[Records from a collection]
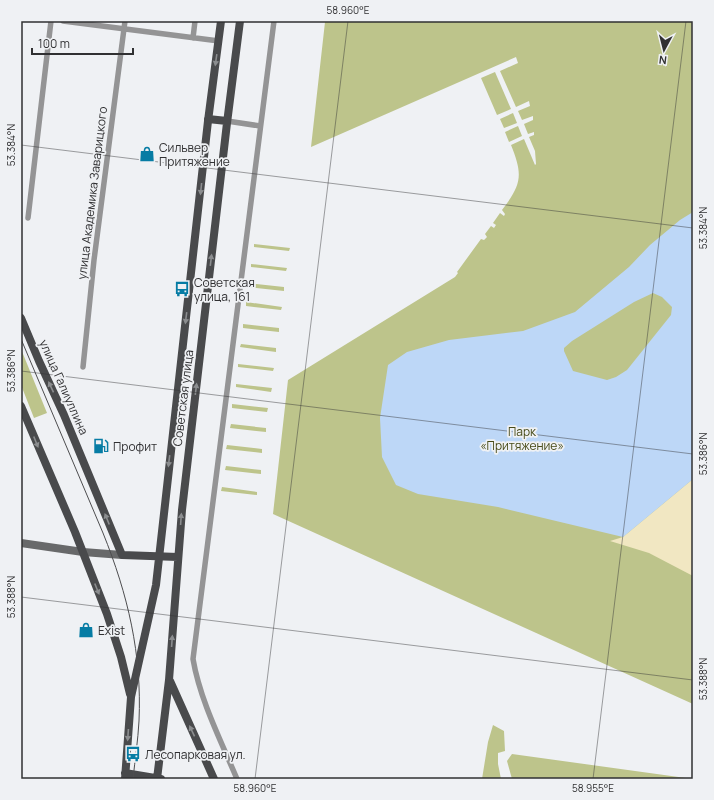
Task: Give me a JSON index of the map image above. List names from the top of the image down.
{
  "streets": {
    "main road": ["улица Галиуллина", "Советская улица"],
    "street": ["улица Академика Заварицкого"]
  },
  "parks": ["Парк «Притяжение»"],
  "places": {
    "shop": ["Сильвер Притяжение", "Exist"],
    "bus stop": ["Советская улица, 161", "Лесопарковая ул."],
    "fuel station": ["Профит"]
  },
  "scale_bar": "100 m",
  "north": "bottom",
  "coordinates": [
    "58.960°E",
    "53.384°N",
    "53.386°N",
    "53.388°N",
    "58.955°E"
  ]
}
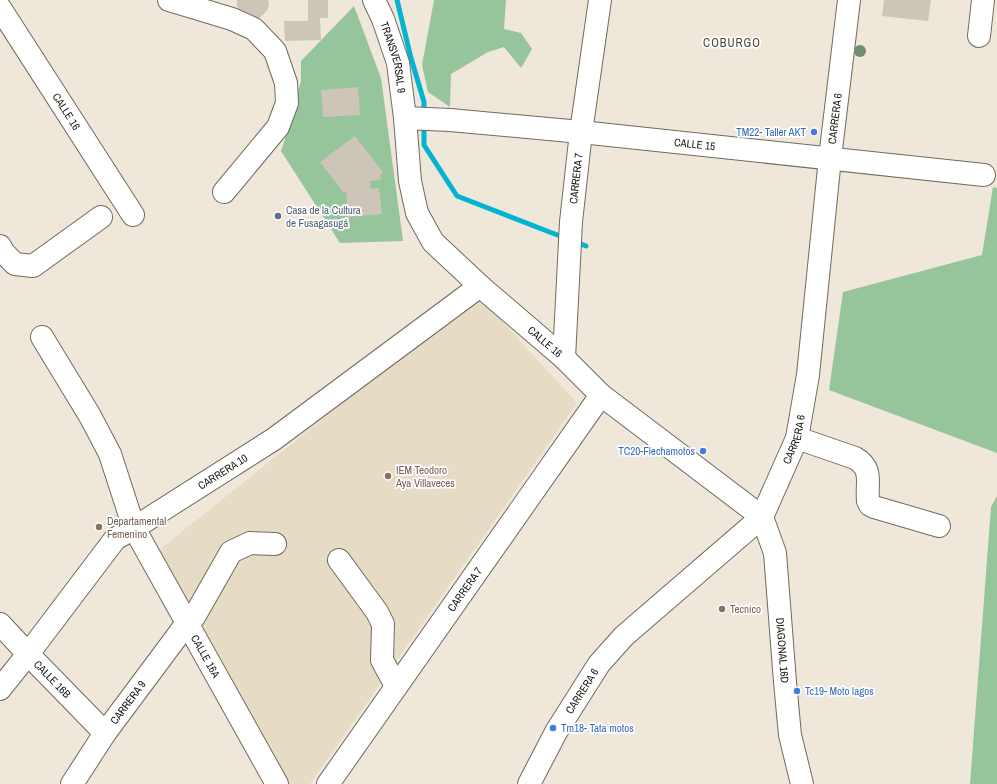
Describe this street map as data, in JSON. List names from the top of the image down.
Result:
{
  "streets": {
    "street": [
      "TRANSVERSAL 9",
      "CALLE 16",
      "CARRERA 6",
      "CALLE 15",
      "CARRERA 7",
      "CARRERA 10",
      "DIAGONAL 16D",
      "CALLE 16A",
      "CALLE 16B",
      "CARRERA 9"
    ]
  },
  "crossings": [
    ["TRANSVERSAL 9", "CALLE 16"],
    ["TRANSVERSAL 9", "CALLE 15"],
    ["CALLE 16", "CARRERA 6"],
    ["CALLE 16", "CALLE 15"],
    ["CALLE 16", "CARRERA 7"],
    ["CALLE 16", "CARRERA 10"],
    ["CALLE 16", "DIAGONAL 16D"],
    ["CARRERA 6", "CALLE 15"],
    ["CARRERA 6", "DIAGONAL 16D"],
    ["CALLE 15", "CARRERA 7"],
    ["CARRERA 10", "CALLE 16A"],
    ["CARRERA 10", "CALLE 16B"],
    ["CALLE 16A", "CARRERA 9"],
    ["CALLE 16B", "CARRERA 9"]
  ],
  "districts": ["COBURGO"],
  "places": [
    "TM22- Taller AKT",
    "Casa de la Cultura de Fusagasugá",
    "TC20-Flechamotos",
    "IEM Teodoro Aya Villaveces",
    "Departamental Femenino",
    "Tecnico",
    "Tc19- Moto lagos",
    "Tm18- Tata motos"
  ]
}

(What this task involves)
Write out all the entries exactly, except for the pictures.

(Expected output)
Task: Give me a JSON index of the map image above. List names from the top of the image down.
{
  "streets": {
    "main road": ["улица Галиуллина", "Советская улица"],
    "street": ["улица Академика Заварицкого"]
  },
  "parks": ["Парк «Притяжение»"],
  "places": {
    "shop": ["Сильвер Притяжение", "Exist"],
    "bus stop": ["Советская улица, 161", "Лесопарковая ул."],
    "fuel station": ["Профит"]
  },
  "scale_bar": "100 m",
  "north": "bottom",
  "coordinates": [
    "58.960°E",
    "53.384°N",
    "53.386°N",
    "53.388°N",
    "58.955°E"
  ]
}
Describe this street map as data, in JSON. List names from the top of the image down.
Result:
{
  "streets": {
    "street": [
      "TRANSVERSAL 9",
      "CALLE 16",
      "CARRERA 6",
      "CALLE 15",
      "CARRERA 7",
      "CARRERA 10",
      "DIAGONAL 16D",
      "CALLE 16A",
      "CALLE 16B",
      "CARRERA 9"
    ]
  },
  "crossings": [
    ["TRANSVERSAL 9", "CALLE 16"],
    ["TRANSVERSAL 9", "CALLE 15"],
    ["CALLE 16", "CARRERA 6"],
    ["CALLE 16", "CALLE 15"],
    ["CALLE 16", "CARRERA 7"],
    ["CALLE 16", "CARRERA 10"],
    ["CALLE 16", "DIAGONAL 16D"],
    ["CARRERA 6", "CALLE 15"],
    ["CARRERA 6", "DIAGONAL 16D"],
    ["CALLE 15", "CARRERA 7"],
    ["CARRERA 10", "CALLE 16A"],
    ["CARRERA 10", "CALLE 16B"],
    ["CALLE 16A", "CARRERA 9"],
    ["CALLE 16B", "CARRERA 9"]
  ],
  "districts": ["COBURGO"],
  "places": [
    "TM22- Taller AKT",
    "Casa de la Cultura de Fusagasugá",
    "TC20-Flechamotos",
    "IEM Teodoro Aya Villaveces",
    "Departamental Femenino",
    "Tecnico",
    "Tc19- Moto lagos",
    "Tm18- Tata motos"
  ]
}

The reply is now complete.